Filter out every line below that lacks "lists", and copy the rest.

Data supplied:
##############################
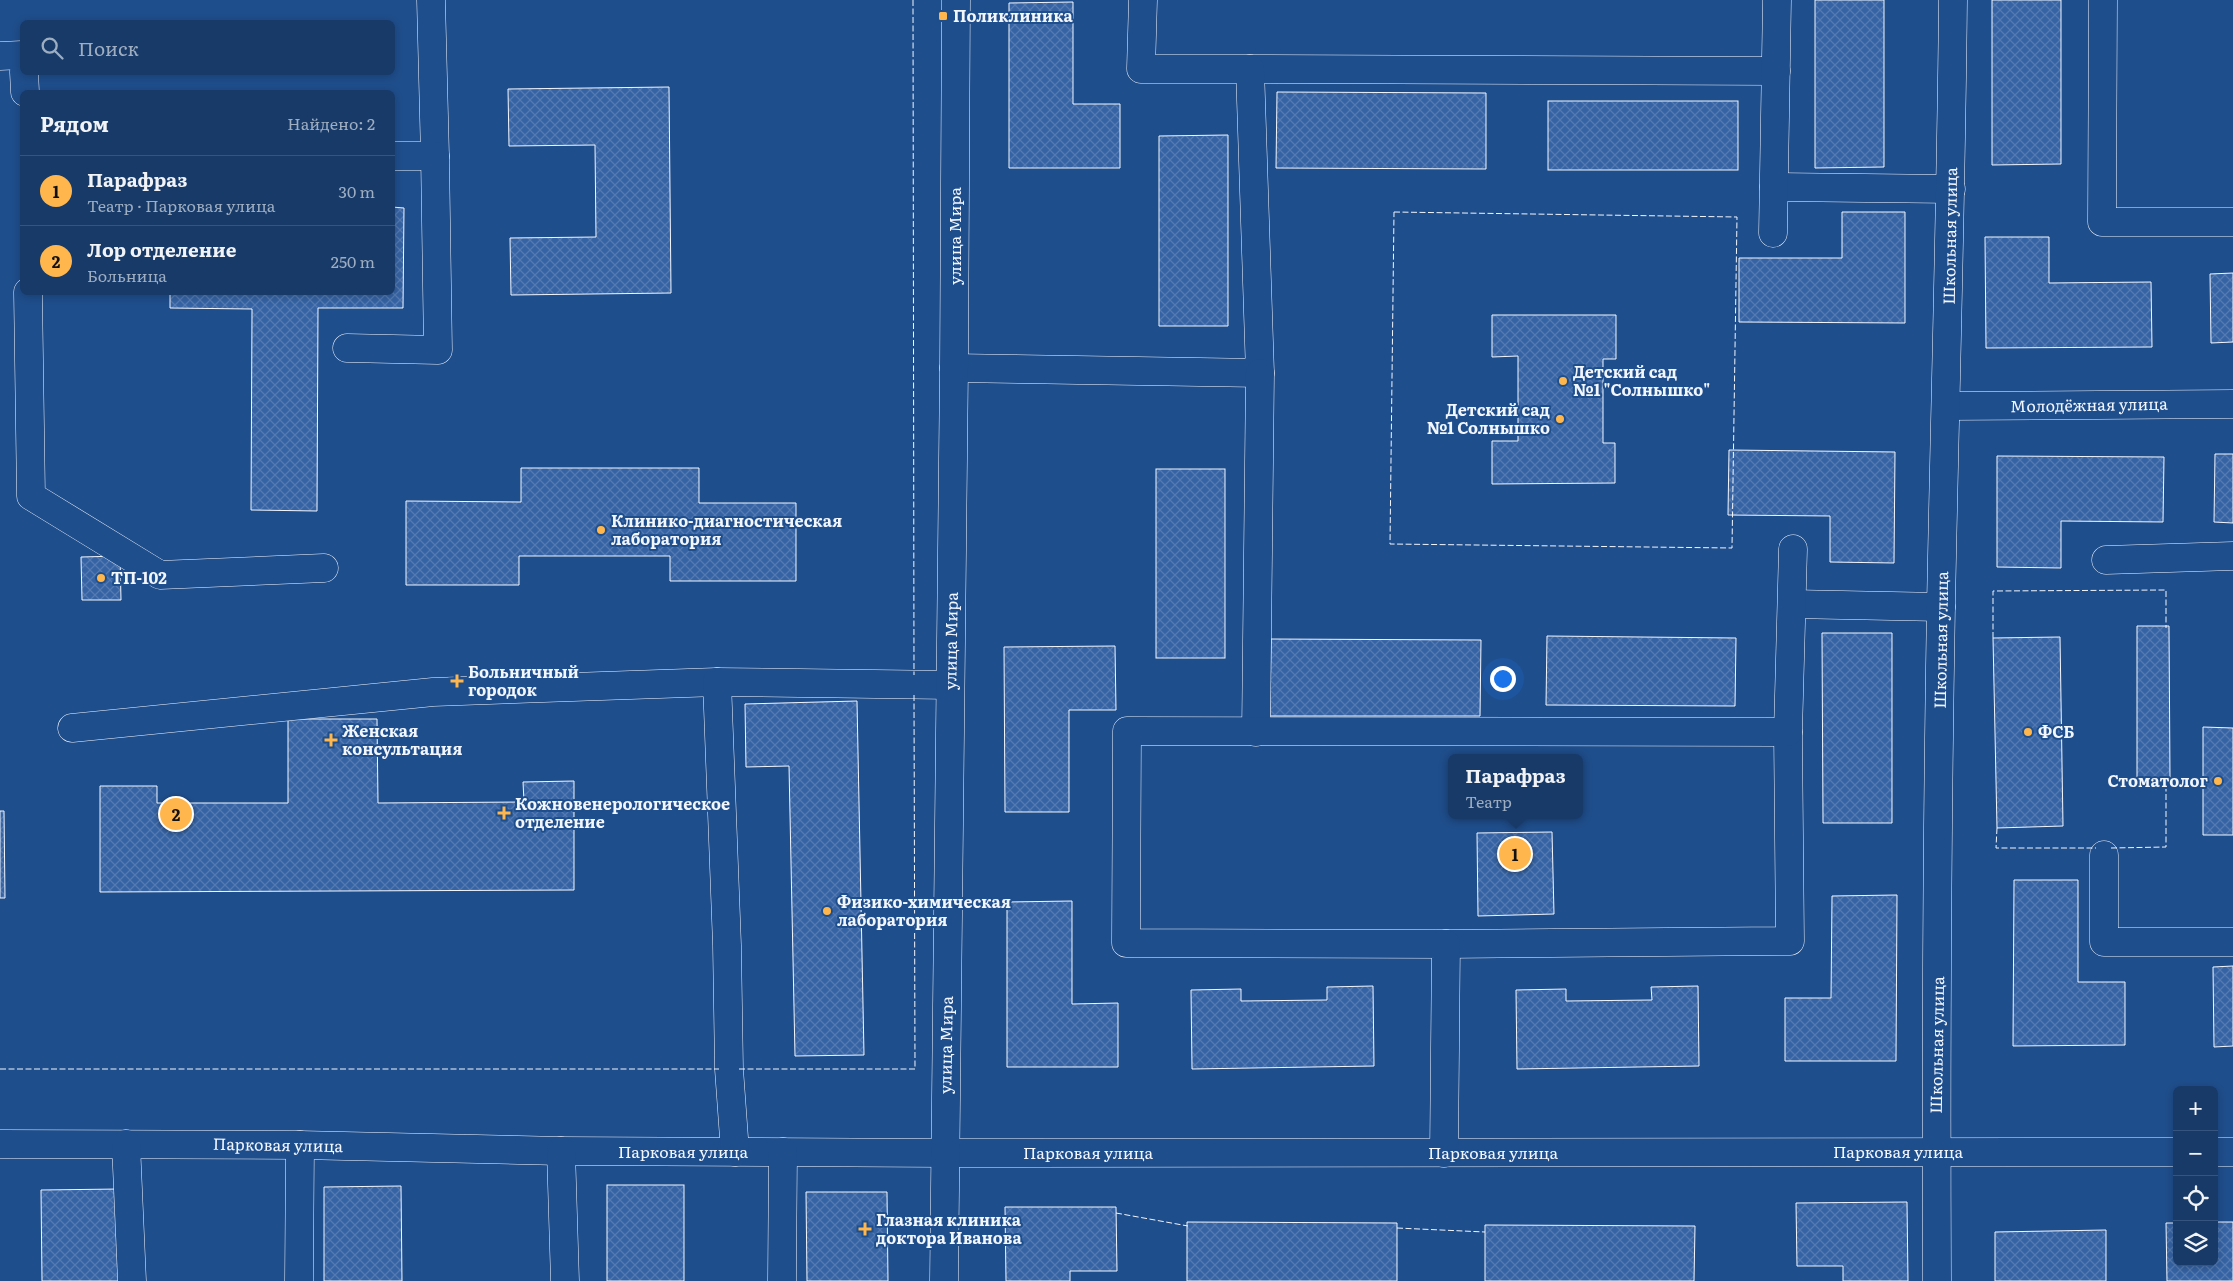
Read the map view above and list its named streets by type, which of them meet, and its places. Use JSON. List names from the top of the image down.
##############################
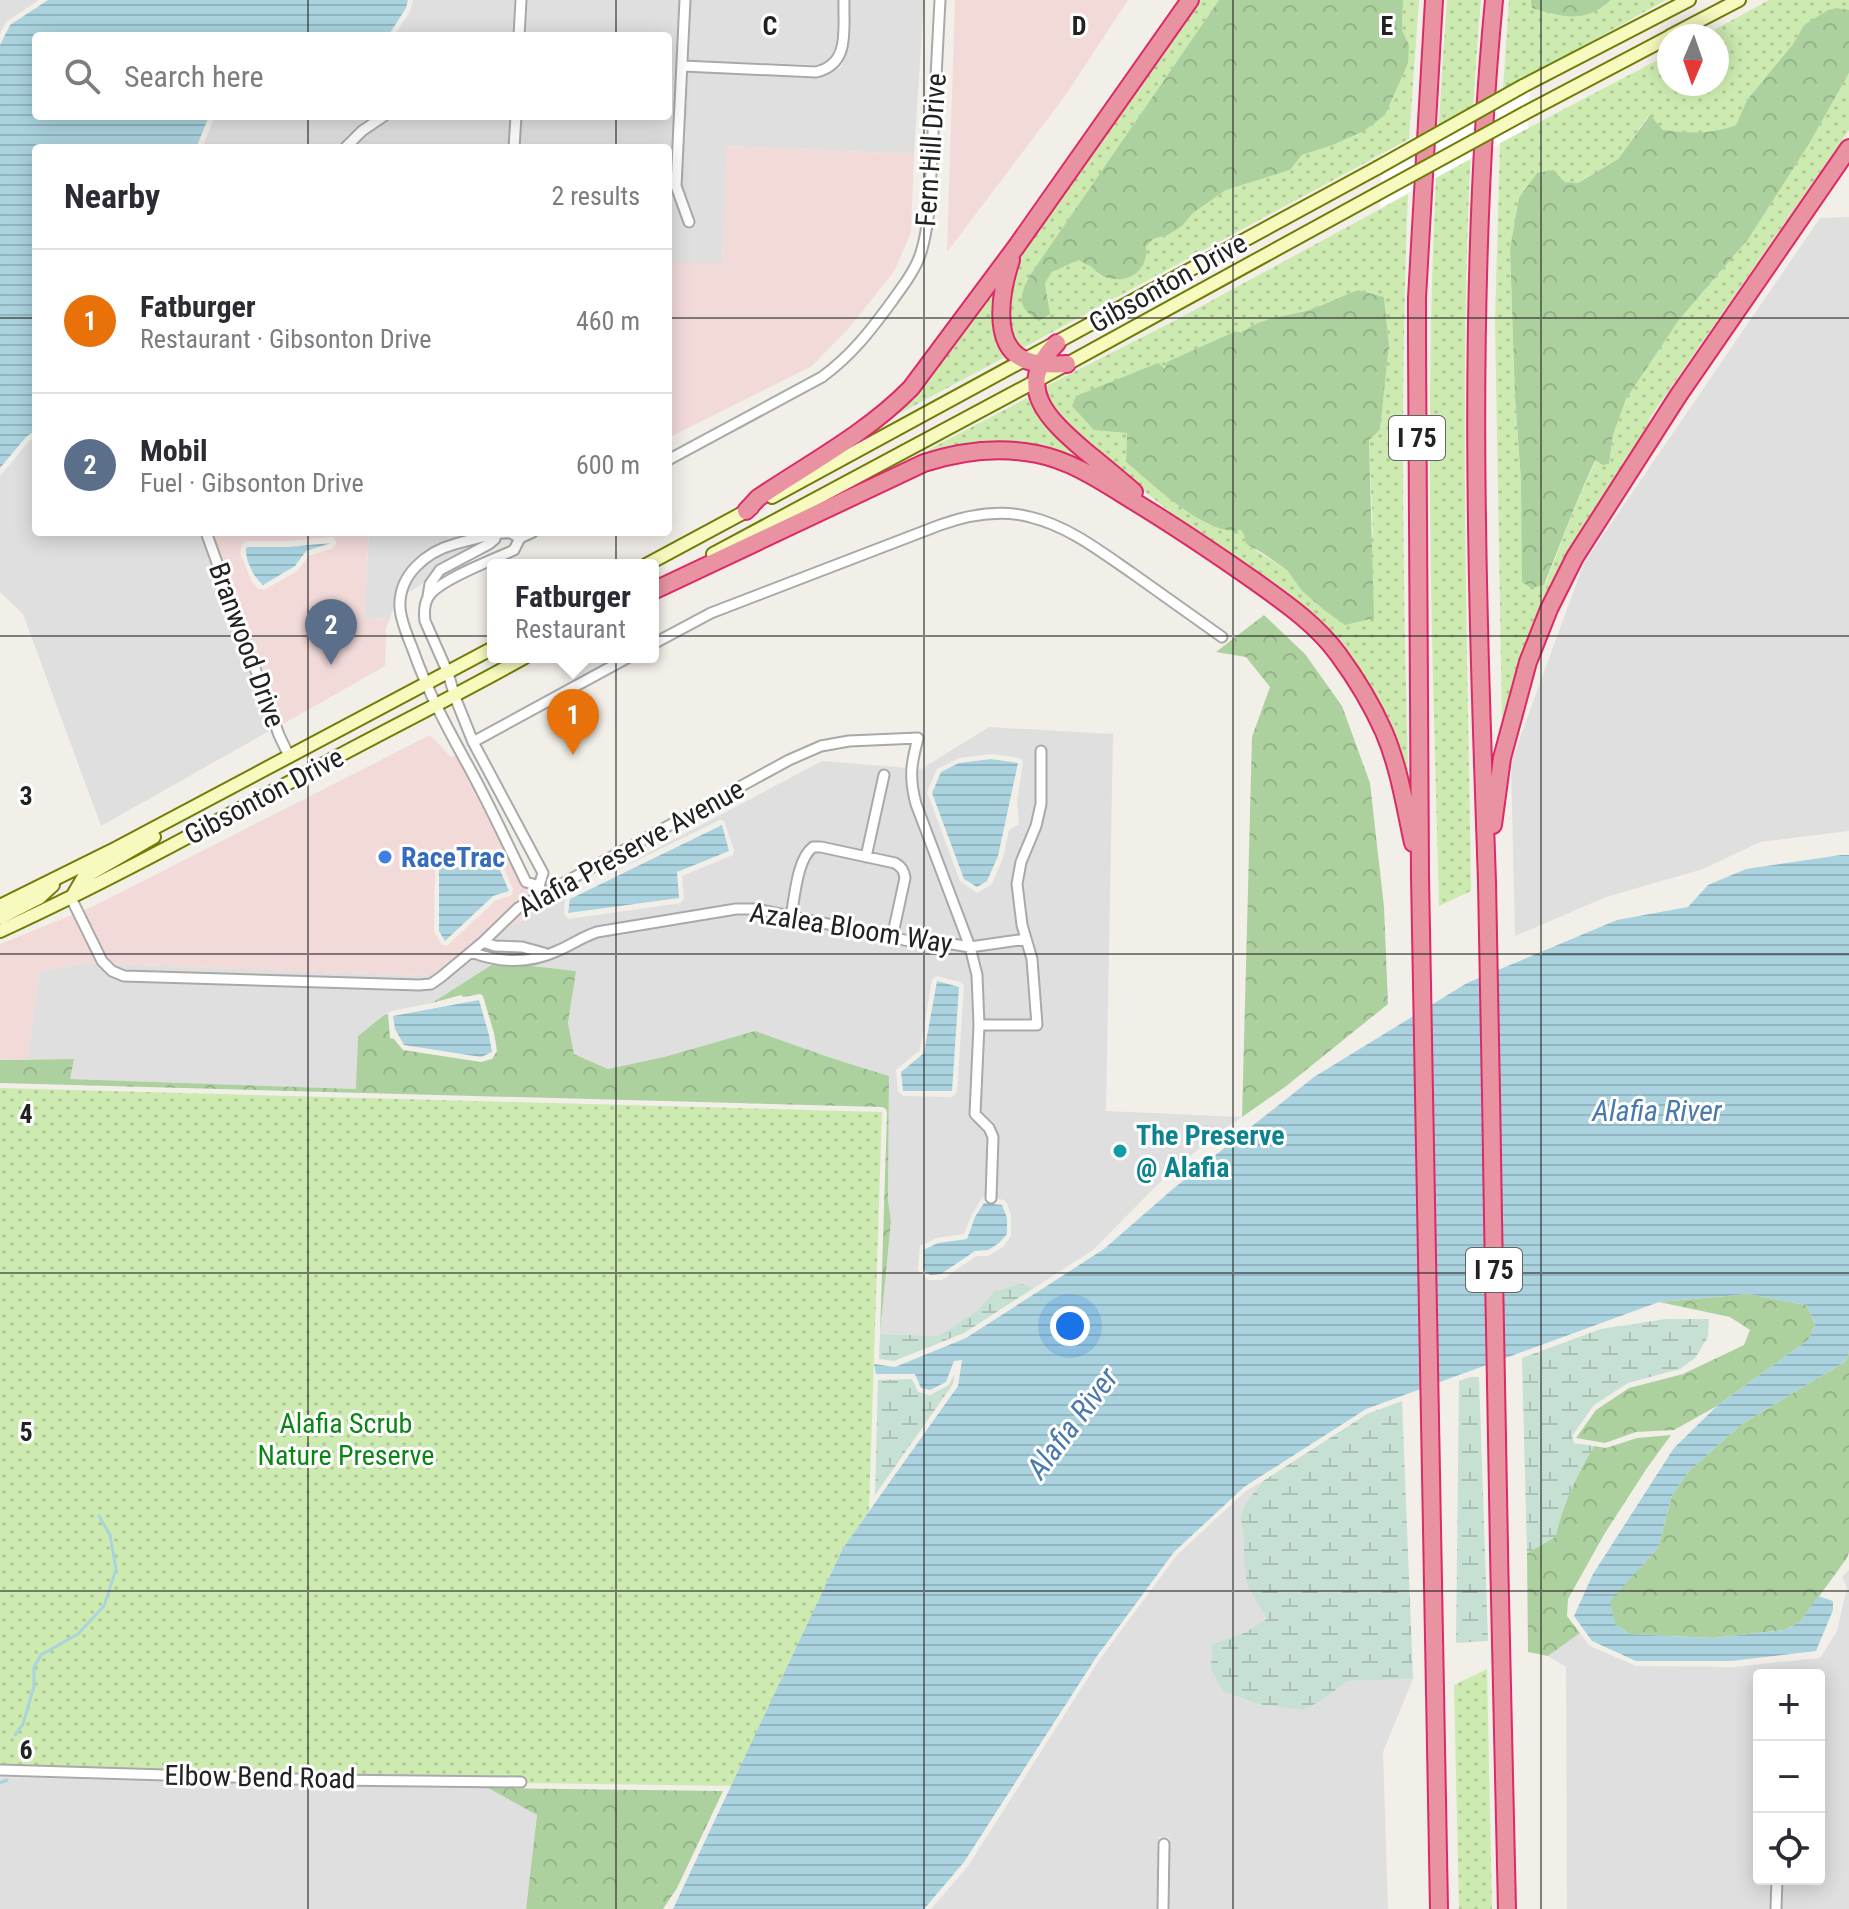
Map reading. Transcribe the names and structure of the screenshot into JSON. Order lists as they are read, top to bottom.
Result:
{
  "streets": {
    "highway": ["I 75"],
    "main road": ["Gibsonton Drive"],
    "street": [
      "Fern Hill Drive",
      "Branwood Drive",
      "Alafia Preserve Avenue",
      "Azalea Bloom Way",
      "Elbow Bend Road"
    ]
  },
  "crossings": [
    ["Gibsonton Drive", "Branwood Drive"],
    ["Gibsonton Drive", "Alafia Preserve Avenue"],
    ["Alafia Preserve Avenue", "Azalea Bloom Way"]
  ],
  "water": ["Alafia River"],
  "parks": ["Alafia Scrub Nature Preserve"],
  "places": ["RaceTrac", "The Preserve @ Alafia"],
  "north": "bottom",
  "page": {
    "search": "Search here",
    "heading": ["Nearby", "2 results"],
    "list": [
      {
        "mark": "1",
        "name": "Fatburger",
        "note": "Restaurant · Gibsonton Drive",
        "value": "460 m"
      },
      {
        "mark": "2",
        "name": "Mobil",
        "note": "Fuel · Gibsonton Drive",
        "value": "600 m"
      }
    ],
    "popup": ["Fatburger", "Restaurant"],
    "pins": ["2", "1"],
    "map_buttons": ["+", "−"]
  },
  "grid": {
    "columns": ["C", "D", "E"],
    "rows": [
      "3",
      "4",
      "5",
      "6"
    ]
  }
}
##############################
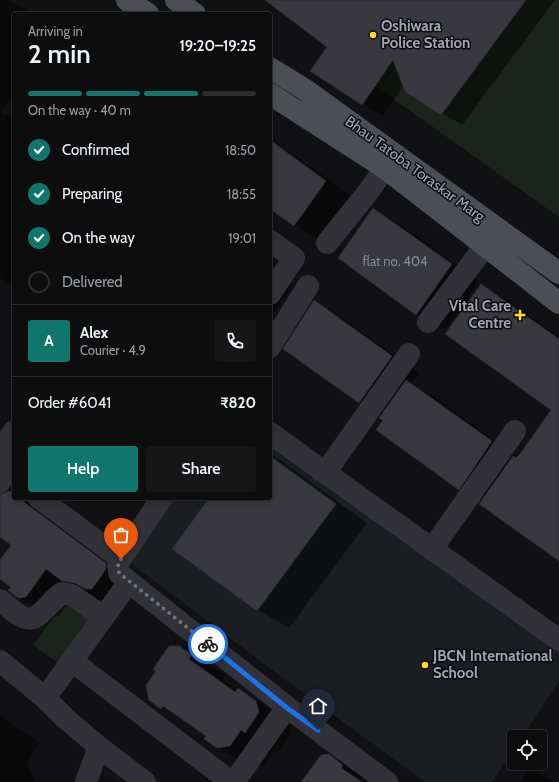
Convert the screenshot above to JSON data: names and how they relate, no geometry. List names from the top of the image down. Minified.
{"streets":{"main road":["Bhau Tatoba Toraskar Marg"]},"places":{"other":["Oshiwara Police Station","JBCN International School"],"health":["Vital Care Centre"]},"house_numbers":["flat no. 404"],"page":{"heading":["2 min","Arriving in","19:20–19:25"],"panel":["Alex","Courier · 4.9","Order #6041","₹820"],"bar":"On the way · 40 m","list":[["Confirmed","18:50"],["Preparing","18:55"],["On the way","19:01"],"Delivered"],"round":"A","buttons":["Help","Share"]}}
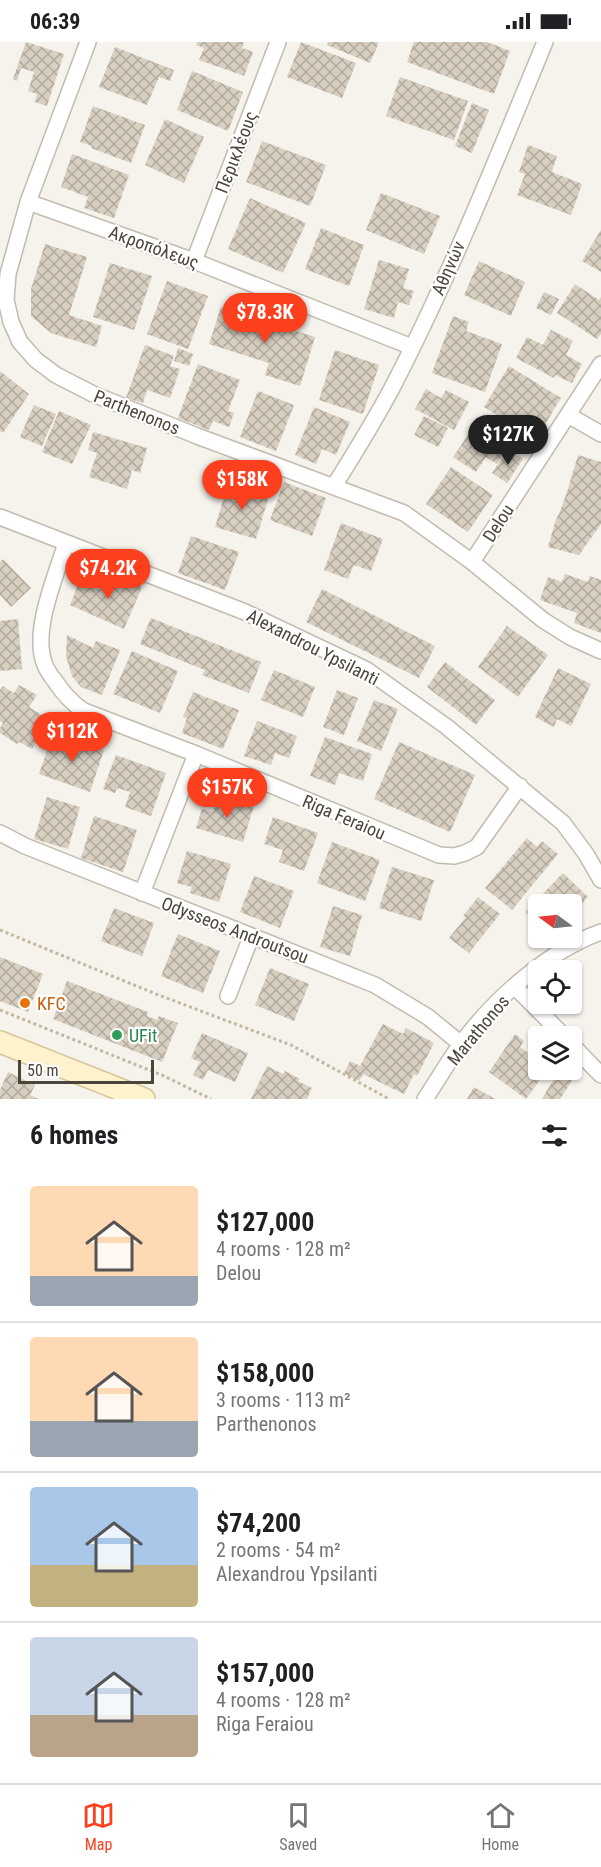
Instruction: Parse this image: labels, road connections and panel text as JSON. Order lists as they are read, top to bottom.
##############################
Answer to this exercise:
Map reading. Transcribe the names and structure of the screenshot into JSON. Order lists as they are read, top to bottom.
Instruction: Parse this image: labels, road connections and panel text as JSON. Order lists as they are read, top to bottom.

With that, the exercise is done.